» PROMPT
From the entries below, copy each line in which the word "forest" occurs.

------ INPUT DATA

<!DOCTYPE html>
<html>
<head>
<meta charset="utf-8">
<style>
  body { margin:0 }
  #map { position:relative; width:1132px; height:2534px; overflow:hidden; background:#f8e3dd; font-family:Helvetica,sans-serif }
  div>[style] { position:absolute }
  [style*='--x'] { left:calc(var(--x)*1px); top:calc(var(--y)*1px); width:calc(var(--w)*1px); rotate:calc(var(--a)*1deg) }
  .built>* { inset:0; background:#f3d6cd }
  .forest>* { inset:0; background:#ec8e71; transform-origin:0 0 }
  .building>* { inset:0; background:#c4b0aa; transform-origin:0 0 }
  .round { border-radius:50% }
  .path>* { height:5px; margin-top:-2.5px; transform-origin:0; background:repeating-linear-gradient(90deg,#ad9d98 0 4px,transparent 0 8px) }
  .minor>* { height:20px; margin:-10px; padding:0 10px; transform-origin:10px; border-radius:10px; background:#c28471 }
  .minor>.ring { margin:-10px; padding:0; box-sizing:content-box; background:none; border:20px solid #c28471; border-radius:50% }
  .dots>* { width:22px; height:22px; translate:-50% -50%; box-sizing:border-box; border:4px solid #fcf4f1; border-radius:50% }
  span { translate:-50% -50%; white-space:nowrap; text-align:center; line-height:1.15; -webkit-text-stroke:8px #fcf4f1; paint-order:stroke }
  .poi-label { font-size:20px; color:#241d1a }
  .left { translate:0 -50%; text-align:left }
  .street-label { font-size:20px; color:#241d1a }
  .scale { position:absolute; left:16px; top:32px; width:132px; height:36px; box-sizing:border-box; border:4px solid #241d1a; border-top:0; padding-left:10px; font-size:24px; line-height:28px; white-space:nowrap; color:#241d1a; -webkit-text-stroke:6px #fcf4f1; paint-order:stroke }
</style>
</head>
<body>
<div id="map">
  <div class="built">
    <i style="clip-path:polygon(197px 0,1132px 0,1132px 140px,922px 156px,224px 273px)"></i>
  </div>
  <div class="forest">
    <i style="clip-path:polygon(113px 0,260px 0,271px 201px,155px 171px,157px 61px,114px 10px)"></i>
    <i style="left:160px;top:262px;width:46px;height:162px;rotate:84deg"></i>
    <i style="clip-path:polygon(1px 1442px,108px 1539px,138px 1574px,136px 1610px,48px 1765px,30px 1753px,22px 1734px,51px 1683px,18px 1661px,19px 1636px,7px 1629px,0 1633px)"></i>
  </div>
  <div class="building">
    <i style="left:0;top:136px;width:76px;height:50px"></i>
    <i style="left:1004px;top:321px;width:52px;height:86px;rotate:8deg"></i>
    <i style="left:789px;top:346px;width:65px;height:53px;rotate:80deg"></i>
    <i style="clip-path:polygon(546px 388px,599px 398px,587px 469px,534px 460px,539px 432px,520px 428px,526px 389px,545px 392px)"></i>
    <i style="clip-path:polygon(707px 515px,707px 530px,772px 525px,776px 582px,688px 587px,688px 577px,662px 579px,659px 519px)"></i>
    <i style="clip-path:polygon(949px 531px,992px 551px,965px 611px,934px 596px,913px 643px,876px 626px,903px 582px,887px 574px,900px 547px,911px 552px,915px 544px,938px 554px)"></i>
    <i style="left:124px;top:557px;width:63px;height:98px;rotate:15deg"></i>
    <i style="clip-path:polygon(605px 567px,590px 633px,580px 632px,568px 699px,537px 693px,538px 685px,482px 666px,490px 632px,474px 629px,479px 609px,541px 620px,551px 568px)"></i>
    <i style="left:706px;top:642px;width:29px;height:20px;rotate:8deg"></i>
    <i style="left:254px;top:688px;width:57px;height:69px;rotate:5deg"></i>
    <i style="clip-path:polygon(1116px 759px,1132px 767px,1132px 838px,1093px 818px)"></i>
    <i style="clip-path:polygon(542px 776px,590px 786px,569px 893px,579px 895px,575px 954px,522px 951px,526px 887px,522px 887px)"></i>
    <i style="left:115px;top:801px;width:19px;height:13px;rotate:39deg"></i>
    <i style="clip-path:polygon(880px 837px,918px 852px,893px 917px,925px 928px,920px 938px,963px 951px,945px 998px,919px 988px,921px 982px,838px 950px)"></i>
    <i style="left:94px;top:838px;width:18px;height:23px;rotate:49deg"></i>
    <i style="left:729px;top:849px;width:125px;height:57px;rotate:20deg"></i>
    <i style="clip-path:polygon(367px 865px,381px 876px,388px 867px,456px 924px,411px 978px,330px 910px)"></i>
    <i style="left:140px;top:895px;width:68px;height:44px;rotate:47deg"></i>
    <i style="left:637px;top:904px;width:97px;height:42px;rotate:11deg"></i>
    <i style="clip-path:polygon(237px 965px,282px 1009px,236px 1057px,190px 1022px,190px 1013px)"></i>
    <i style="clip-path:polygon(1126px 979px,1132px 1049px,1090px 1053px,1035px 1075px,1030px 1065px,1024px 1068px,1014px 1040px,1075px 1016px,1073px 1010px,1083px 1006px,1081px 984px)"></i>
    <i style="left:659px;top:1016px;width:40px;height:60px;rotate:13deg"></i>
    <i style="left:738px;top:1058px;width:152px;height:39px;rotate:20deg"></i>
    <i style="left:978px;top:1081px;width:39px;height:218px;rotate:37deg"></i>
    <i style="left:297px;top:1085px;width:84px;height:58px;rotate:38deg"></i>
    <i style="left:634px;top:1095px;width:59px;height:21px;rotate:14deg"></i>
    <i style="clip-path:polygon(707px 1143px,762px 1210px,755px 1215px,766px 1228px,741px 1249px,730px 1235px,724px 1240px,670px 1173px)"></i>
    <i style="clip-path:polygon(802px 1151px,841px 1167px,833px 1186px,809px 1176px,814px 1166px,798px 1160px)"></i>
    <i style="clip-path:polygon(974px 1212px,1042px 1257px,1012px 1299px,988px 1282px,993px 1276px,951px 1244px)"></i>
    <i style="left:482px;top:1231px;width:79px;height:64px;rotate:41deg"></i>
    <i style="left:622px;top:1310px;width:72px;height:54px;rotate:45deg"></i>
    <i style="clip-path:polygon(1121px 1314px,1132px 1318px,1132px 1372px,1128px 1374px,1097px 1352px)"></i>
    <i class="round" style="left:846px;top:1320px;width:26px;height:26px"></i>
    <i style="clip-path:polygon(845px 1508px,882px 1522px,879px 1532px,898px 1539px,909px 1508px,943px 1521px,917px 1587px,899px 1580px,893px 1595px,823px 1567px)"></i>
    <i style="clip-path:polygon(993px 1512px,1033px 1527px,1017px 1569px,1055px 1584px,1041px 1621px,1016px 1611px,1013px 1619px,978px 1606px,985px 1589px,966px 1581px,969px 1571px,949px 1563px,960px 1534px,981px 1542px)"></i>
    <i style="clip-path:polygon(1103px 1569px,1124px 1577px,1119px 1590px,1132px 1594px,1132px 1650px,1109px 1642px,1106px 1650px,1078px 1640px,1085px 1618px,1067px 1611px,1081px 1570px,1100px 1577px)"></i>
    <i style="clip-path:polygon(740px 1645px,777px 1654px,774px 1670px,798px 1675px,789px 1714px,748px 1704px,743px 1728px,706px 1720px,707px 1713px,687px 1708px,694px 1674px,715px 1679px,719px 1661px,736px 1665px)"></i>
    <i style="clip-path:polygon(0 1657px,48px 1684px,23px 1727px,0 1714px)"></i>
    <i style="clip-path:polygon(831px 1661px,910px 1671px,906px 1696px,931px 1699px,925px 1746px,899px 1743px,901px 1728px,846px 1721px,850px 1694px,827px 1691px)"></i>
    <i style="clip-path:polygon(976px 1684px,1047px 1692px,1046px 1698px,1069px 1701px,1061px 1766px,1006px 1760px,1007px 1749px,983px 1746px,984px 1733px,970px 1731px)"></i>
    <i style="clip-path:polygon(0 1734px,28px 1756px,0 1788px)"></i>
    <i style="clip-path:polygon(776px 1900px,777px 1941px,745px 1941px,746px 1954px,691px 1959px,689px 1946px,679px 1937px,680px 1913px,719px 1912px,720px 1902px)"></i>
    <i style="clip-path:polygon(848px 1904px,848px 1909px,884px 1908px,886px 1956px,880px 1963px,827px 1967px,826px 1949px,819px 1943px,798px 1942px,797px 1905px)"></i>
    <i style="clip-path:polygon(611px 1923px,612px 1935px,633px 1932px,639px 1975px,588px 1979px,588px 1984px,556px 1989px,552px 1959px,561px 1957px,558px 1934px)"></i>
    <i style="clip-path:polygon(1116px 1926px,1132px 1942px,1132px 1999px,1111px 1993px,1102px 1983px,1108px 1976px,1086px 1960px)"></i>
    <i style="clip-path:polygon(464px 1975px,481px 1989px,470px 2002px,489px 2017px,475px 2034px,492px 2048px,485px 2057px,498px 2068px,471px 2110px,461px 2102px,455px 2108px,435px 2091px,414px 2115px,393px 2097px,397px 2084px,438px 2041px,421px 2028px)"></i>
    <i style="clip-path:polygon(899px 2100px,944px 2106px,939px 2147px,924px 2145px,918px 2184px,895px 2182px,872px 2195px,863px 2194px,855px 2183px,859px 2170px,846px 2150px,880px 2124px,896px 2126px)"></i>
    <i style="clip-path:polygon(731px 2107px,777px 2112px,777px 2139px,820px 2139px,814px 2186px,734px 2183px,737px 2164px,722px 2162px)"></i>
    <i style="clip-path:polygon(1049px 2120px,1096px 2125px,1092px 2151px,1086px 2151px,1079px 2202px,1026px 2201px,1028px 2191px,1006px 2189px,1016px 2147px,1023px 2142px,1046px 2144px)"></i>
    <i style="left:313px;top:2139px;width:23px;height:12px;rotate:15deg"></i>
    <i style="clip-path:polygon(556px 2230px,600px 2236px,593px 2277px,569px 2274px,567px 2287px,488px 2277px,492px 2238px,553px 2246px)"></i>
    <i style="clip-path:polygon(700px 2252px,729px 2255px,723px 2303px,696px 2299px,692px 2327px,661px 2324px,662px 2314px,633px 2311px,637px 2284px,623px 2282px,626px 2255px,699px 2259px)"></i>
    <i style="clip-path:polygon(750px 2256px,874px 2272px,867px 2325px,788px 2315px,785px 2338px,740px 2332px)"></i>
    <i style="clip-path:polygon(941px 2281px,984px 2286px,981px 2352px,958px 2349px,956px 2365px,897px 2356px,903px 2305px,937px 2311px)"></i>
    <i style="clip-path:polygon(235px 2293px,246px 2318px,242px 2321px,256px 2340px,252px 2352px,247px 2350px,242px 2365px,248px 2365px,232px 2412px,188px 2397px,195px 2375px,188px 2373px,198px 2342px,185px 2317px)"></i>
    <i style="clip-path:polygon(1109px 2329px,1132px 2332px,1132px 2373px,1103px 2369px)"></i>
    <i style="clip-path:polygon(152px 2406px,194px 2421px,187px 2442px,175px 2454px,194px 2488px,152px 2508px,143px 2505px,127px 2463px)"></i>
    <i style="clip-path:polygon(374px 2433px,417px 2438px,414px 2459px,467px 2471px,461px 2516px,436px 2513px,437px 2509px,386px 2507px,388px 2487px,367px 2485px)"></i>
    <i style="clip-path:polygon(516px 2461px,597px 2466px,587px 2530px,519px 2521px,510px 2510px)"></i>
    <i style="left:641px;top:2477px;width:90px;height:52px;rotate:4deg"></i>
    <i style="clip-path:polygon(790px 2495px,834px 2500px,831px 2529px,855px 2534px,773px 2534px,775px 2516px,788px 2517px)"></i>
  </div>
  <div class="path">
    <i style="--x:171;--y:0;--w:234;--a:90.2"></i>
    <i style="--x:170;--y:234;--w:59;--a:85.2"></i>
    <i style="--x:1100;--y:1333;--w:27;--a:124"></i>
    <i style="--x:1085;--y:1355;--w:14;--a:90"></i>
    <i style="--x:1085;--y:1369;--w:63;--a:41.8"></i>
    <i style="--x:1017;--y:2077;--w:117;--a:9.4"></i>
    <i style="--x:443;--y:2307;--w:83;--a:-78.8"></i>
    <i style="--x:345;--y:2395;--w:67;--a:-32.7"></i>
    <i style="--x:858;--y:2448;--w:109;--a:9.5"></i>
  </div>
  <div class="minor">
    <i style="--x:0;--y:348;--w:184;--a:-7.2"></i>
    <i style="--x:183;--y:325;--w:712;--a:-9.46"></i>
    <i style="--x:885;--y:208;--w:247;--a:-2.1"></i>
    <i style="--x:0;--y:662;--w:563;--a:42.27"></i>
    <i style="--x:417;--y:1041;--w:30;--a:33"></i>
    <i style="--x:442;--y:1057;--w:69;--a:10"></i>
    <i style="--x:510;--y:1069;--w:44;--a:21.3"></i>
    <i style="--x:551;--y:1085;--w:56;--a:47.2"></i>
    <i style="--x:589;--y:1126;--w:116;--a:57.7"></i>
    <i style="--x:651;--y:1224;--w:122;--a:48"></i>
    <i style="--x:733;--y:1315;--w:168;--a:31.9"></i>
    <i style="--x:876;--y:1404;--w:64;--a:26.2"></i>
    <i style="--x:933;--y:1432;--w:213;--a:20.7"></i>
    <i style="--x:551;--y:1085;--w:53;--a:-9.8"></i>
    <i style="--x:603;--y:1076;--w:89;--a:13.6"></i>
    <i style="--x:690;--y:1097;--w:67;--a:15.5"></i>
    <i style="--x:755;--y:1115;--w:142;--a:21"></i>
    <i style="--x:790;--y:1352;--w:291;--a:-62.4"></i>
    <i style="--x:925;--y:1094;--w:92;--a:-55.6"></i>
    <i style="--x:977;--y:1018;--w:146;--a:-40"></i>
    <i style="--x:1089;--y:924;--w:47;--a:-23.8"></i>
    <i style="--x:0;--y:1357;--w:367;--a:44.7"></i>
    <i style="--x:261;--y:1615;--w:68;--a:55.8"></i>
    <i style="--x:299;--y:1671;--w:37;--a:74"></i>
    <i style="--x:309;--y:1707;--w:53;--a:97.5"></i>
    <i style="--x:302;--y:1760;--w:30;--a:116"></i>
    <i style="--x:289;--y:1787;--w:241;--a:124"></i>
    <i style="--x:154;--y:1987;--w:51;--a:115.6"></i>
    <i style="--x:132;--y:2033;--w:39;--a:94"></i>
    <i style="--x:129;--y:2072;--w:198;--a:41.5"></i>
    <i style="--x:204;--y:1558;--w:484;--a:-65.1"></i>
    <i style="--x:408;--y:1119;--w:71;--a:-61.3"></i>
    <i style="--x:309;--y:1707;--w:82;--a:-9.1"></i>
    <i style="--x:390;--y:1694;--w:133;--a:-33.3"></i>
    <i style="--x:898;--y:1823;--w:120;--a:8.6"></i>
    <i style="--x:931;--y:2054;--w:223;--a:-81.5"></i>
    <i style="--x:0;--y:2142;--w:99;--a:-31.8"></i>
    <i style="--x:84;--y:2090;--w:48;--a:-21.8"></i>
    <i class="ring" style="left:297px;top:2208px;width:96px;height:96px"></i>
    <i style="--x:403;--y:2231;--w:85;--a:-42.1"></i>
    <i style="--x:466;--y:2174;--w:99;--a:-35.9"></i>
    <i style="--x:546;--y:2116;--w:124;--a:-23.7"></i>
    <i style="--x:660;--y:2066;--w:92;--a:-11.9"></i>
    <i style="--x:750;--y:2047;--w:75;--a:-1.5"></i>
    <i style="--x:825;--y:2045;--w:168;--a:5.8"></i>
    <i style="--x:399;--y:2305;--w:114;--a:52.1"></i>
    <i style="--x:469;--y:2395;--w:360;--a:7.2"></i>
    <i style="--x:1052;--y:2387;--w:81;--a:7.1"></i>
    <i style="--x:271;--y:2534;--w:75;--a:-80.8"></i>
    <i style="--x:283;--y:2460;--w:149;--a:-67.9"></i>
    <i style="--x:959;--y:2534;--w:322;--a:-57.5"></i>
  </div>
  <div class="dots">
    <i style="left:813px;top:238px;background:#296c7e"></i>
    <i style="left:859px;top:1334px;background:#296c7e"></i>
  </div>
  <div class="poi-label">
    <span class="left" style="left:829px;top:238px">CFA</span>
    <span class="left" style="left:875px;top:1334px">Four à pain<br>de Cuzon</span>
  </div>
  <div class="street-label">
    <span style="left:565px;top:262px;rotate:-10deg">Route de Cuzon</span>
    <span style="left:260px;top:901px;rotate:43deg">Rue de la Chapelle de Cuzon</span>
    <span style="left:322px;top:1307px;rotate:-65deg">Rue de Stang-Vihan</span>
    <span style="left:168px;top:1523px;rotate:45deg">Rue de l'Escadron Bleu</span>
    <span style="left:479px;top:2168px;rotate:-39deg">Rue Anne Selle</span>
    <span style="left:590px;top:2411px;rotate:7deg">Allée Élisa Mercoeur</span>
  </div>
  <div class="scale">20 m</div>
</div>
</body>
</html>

------------

» REPLY
  .forest>* { inset:0; background:#ec8e71; transform-origin:0 0 }
  <div class="forest">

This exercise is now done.